To her dismay, Feuvert was slipped easily back into her Hero’s pocket of holding. Lorraine lifted her higher, carrying her out towards what seemed to be the exit.
“Listen, Feuvert was never sustaining this land for you. She’s a lazy goddess – everything on Coerde Femmes will run itself in her absence.”
“But the Demon Army’s destruction!”
“There’s minimal damage this time. Nothing that hard work won’t fix.”
Vervain could feel the air rushing out of her lungs again. Lorraine gave her a small squeeze, continuing to carry her out of the Demon Castle. The hills here were singed from fire and churned up by war machines, but tufts of grass and blooms clung stubbornly in small depressions. The sky was so blue that Vervain thought she might float away into it. She wished she could.
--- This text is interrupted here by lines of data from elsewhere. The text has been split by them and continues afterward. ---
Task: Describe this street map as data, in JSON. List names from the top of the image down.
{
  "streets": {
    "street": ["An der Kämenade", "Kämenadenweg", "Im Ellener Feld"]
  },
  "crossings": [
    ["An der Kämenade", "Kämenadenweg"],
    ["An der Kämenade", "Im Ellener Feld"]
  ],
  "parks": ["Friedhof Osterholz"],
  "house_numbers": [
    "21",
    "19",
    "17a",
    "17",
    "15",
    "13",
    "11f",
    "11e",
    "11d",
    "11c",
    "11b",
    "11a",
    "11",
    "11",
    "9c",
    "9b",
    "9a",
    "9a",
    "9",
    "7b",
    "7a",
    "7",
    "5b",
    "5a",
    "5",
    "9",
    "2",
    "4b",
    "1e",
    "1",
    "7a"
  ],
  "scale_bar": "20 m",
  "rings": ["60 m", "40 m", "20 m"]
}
“You’ve lived in fear your whole life, princess. Now she’ll never terrorise you again.” She set her carefully back on her own two feet. They were weak, but Lorraine supported her in her arms. “You can cry or laugh as much as you want. Put flowers in your hair – or cut it. I know you want to.”
“But you love my hair…”
“I love you.” The look in her eyes was so sincere that Vervain’s legs almost gave way beneath her. “The real you, who works hard for her country every day and disagrees with me all the time, and who sneaks out to roll around in flowers when she thinks there’s no one looking.”
She caught her hand to press a kiss to it. Vervain shifted at the uncomfortable heat it sent through her.
“Don’t hide from me, Vervain. Marry me if you want me, but you never have to pretend to be something you’re not to earn my love.”
Tears formed in her eyes again. It was getting pathetic, really, and she wished that she had a free hand to wipe them away. When she looked at Lorraine, she was smiling. It was hard to say what she felt. Was it hope?
She rested her head against her Hero’s strong, reliable chest. Her heart beat against her ear.
“Who will bless our union?”
“Us, of course. We’ll be the ones to write our story now.”